▶ _Directions for this task_
Work out how many lines of the records contain "Ullal". Answer with the number and nothing else.

▶ _Records from a dataset_
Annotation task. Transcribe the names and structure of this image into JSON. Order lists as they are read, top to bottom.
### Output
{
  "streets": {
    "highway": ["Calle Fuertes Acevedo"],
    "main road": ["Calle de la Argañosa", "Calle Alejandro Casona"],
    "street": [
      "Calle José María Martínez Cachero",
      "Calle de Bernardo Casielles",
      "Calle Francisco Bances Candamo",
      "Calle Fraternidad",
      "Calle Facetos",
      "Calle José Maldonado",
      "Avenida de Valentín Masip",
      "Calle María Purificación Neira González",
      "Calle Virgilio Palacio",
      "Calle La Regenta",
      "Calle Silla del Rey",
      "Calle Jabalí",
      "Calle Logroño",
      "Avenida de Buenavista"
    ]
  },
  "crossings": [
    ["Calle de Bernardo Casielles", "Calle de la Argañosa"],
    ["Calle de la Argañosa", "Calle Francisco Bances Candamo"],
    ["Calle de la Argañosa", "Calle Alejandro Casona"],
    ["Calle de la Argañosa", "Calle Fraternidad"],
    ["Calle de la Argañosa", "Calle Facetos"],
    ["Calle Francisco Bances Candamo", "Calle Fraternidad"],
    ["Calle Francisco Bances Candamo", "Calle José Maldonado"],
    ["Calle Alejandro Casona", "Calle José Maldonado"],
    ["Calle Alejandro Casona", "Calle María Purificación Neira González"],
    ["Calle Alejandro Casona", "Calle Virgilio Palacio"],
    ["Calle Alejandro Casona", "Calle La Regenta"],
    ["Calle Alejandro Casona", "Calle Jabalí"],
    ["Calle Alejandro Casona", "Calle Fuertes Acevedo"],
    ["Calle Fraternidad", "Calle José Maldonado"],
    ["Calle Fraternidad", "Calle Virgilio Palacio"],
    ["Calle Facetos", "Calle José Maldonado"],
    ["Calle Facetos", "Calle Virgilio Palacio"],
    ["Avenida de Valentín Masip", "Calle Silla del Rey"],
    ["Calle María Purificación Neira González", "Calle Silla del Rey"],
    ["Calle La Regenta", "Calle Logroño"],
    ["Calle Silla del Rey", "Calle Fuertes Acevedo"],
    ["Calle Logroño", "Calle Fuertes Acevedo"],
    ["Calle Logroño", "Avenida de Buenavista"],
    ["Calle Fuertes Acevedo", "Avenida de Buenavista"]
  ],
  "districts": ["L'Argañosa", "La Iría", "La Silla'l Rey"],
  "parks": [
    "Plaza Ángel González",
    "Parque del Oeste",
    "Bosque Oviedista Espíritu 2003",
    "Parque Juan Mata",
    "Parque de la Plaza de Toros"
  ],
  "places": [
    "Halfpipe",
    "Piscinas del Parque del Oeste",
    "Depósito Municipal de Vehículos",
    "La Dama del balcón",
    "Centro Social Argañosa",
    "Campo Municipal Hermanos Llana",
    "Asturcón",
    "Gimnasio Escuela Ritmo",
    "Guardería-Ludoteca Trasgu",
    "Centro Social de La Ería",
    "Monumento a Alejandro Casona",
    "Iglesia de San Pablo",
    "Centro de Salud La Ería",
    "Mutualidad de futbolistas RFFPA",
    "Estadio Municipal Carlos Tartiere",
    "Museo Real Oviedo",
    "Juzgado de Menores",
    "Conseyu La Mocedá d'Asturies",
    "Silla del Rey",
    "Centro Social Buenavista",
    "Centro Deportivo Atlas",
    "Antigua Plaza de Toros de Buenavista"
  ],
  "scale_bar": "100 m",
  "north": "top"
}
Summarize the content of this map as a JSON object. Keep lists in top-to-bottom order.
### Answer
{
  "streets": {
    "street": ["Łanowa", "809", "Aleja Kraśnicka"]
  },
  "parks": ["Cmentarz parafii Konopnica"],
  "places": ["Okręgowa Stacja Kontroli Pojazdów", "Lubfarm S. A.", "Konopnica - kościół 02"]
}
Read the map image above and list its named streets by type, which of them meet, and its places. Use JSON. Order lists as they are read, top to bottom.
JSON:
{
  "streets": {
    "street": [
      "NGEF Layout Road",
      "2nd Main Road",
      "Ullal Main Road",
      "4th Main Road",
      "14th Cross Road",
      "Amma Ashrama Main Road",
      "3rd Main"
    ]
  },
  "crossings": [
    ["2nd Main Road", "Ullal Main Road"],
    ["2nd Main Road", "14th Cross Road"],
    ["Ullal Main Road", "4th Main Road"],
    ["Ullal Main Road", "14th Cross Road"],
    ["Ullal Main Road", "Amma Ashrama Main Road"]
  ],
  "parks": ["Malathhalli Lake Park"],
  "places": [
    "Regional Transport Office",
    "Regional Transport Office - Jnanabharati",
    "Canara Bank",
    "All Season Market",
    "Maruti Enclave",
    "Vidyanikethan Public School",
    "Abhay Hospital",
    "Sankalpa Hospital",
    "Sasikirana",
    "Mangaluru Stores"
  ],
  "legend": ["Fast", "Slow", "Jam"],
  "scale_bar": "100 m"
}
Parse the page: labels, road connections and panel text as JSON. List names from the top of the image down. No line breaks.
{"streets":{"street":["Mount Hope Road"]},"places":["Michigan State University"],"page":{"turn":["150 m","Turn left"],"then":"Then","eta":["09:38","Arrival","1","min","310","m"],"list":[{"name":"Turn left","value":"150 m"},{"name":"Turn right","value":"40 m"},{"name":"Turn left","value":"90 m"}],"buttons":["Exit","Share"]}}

▶ _Finished task_
5